===== Material shown =====

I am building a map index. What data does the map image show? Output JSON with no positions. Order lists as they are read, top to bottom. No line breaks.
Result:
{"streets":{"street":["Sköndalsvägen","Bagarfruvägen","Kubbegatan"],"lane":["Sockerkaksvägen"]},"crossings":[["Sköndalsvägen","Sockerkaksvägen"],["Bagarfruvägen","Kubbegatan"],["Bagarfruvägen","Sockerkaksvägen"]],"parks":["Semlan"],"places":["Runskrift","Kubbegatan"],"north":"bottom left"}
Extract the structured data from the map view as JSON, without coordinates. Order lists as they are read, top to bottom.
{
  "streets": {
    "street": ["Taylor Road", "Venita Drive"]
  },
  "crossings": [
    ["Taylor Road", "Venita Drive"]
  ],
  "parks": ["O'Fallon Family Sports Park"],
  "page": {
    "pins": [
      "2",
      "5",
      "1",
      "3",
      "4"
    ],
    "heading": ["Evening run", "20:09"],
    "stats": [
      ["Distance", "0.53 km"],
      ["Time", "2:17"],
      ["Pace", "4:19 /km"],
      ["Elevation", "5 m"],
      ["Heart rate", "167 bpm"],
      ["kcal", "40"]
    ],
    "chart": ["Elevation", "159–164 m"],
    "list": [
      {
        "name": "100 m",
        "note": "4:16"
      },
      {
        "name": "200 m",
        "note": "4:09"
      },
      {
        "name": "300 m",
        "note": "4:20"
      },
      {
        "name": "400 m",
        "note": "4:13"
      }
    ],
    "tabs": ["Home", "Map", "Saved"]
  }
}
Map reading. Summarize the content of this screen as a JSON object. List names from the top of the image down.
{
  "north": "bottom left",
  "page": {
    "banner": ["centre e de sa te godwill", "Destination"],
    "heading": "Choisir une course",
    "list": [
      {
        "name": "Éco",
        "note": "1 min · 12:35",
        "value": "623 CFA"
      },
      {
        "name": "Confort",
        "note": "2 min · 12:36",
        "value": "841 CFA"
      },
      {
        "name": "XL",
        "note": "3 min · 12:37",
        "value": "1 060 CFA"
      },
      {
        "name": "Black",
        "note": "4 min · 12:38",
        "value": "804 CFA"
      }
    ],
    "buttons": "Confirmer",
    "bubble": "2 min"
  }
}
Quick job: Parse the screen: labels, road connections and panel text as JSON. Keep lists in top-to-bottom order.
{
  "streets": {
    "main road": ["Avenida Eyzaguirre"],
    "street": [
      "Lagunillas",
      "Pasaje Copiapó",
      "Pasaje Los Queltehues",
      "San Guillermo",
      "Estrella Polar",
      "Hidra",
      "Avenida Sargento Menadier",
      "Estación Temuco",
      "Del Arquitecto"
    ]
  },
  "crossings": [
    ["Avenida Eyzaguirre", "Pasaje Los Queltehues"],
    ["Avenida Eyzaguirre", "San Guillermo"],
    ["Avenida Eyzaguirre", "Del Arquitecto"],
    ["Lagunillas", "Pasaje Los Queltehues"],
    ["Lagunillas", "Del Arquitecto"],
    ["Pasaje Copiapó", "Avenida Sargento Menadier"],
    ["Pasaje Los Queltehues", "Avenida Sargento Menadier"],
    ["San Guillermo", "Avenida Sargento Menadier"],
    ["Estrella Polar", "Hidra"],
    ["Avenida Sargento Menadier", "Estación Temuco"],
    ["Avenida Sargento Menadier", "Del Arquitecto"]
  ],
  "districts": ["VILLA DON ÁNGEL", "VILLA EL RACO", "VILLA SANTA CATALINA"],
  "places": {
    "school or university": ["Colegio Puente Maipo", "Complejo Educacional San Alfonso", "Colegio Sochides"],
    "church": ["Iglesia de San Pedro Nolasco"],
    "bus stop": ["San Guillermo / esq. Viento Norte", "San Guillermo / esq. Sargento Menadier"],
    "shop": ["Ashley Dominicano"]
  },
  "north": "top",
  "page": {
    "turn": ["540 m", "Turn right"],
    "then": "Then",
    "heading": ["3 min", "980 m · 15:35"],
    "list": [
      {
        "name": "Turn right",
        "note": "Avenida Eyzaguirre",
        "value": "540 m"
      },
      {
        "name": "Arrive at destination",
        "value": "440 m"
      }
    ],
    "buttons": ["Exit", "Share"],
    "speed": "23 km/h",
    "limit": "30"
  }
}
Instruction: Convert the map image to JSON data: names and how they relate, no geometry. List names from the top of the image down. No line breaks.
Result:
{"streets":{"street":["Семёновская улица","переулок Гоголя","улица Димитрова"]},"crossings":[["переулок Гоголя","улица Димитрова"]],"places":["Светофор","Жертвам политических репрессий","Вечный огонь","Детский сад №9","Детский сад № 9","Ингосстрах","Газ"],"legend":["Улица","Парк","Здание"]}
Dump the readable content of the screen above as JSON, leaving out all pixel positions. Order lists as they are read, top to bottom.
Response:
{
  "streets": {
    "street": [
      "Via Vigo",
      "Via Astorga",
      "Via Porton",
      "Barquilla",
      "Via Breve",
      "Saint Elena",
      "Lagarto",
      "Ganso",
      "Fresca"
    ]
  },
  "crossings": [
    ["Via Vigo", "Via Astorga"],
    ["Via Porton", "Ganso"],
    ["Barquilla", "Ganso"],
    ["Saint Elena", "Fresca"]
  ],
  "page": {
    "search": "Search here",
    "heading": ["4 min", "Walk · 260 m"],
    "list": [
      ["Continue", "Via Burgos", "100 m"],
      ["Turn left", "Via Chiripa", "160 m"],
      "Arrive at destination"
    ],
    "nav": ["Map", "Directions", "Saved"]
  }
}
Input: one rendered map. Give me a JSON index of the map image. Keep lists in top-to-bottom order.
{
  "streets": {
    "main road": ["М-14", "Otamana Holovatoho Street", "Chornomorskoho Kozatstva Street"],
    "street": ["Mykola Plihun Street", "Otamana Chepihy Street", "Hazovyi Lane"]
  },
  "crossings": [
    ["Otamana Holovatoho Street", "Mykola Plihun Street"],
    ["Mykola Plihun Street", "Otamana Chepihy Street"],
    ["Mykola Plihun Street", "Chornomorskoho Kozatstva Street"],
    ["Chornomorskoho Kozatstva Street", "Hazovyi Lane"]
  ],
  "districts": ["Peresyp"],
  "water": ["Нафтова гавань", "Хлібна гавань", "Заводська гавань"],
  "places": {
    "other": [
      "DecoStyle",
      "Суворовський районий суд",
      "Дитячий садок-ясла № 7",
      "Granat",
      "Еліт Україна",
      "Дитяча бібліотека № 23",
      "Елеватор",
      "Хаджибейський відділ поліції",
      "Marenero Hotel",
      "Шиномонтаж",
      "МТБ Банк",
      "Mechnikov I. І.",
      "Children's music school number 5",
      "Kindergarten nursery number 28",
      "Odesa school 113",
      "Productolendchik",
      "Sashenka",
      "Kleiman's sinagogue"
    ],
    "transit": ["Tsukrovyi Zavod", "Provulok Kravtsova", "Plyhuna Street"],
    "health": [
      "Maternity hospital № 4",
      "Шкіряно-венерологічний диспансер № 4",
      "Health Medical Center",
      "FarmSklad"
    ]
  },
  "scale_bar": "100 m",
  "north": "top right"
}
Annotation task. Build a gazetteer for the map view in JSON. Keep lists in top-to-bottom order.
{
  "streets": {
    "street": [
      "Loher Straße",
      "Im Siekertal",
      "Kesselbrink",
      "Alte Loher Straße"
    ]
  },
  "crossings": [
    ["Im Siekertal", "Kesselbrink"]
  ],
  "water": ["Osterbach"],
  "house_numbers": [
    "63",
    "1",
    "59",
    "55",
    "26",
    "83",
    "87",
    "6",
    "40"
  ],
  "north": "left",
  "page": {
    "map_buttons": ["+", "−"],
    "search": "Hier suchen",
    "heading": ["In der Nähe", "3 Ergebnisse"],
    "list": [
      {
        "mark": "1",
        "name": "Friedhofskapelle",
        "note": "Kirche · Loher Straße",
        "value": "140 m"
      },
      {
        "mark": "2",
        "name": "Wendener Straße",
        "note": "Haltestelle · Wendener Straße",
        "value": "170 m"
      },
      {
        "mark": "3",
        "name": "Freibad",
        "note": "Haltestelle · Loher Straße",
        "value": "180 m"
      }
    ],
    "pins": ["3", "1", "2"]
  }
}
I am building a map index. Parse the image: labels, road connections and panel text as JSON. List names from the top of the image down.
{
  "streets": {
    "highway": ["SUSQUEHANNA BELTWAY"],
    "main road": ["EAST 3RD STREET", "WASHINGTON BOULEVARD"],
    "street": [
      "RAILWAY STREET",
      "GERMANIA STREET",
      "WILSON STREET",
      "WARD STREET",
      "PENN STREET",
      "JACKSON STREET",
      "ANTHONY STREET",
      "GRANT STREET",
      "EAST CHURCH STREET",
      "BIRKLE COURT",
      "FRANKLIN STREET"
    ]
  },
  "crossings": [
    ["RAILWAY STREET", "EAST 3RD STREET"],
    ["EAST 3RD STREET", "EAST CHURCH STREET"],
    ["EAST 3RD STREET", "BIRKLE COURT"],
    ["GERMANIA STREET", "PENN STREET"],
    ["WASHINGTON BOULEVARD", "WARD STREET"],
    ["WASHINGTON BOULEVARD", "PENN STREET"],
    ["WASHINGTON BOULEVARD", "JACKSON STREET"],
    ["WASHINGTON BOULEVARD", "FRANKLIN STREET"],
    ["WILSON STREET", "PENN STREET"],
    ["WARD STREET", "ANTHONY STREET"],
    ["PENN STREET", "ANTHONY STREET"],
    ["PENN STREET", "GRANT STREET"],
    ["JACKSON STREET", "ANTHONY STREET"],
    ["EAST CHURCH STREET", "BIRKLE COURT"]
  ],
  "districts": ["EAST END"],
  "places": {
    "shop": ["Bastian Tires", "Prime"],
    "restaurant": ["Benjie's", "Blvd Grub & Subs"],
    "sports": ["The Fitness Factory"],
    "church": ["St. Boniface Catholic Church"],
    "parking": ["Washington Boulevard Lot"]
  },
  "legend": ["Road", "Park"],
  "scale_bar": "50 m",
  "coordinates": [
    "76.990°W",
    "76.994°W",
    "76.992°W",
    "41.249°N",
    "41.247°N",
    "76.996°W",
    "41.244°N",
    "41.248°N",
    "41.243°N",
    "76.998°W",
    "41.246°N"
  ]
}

=====

__Work required__. Scan the records above and report every line with the string "EAST".

__Exercise solution__.
    "main road": ["EAST 3RD STREET", "WASHINGTON BOULEVARD"],
      "EAST CHURCH STREET",
    ["RAILWAY STREET", "EAST 3RD STREET"],
    ["EAST 3RD STREET", "EAST CHURCH STREET"],
    ["EAST 3RD STREET", "BIRKLE COURT"],
    ["EAST CHURCH STREET", "BIRKLE COURT"]
  "districts": ["EAST END"],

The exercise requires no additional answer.